Miré a Elliot. Él aún no sabía qué había pasado –yo tampoco, en realidad–, pero ya había llegado a la conclusión de que la versión de Swift no se parecía en nada a la de Ollie.
—Yo tenía muchísima hambre. Me quedé dormido. Pasó mucho rato, y Cooper ya no se portaba como si estuviera loco, y el Hombre Mono dijo que podíamos llamar a alguien para que fueran a buscarnos.
Miré otra vez a Elliot. No era de los que apartaban los ojos de la carretera, pero su cara lo decía todo.
—La chica seguía sin despertarse. Todavía tenía esa cara tan rara.
—¿Todo eso se lo has contado a la policía? —le pregunté a Ollie—. ¿Eso de que parasteis a descansar, y lo de la chica? ¿Y lo del agua que bebió Cooper?
Ollie hizo un gesto negativo con la cabeza. Estaba observando un hilo de la manta, retorciéndolo entre los dedos.

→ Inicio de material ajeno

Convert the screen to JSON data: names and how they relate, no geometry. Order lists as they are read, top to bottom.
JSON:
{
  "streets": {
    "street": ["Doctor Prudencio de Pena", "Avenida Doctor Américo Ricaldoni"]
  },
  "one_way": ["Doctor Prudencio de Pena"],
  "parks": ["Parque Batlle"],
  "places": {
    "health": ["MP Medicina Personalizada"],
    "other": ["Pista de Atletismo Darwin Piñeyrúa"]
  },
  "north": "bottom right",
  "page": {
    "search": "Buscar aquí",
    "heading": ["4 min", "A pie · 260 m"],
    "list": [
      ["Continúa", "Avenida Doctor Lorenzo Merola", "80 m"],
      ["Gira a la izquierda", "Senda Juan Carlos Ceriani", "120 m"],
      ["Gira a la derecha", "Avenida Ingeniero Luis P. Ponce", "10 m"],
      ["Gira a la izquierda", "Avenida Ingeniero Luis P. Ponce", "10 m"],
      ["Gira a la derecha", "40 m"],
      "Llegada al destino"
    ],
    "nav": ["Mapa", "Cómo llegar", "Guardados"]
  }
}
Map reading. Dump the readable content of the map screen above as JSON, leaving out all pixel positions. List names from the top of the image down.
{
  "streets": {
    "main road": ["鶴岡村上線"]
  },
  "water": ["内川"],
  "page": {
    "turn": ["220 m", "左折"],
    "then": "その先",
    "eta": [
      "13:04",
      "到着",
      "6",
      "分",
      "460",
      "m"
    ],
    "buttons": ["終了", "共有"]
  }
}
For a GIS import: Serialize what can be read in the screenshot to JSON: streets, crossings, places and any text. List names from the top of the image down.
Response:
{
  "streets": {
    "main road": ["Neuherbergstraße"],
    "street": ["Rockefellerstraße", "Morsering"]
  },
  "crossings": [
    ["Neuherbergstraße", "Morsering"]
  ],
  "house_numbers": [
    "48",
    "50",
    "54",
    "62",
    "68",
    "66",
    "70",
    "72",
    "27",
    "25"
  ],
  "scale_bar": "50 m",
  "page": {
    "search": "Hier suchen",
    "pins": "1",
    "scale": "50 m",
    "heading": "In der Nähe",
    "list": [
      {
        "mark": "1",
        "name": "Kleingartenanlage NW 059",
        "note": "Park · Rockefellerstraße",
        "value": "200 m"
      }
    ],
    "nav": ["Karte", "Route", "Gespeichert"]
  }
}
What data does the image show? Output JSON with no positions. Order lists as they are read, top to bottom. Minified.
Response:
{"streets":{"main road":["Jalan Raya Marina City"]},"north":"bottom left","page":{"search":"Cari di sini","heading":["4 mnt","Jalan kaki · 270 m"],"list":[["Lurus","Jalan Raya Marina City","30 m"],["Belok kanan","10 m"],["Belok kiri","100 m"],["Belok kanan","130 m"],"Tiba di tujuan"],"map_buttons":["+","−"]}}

—El Hombre Mono dijo que no lo contara —contestó—. Dijo que, si lo contaba, se armaría un lío muy gordo.
Sentado a mi lado, Elliot estiró el brazo y me tomó de la mano.
—Todo se va a arreglar —dijo—. Gracias a Dios que te lo ha contado.
Yo sabía que al día siguiente tendría que llamar al agente Reynolds para decirle que había cosas que aún no sabía. Por duro que fuera, tendría que volver con mi hijo al lago Tahoe para que hablara de nuevo con la policía. Y esta vez Swift no estaría en la habitación contigua. Ni entonces, ni nunca más. Eso ya lo tenía claro.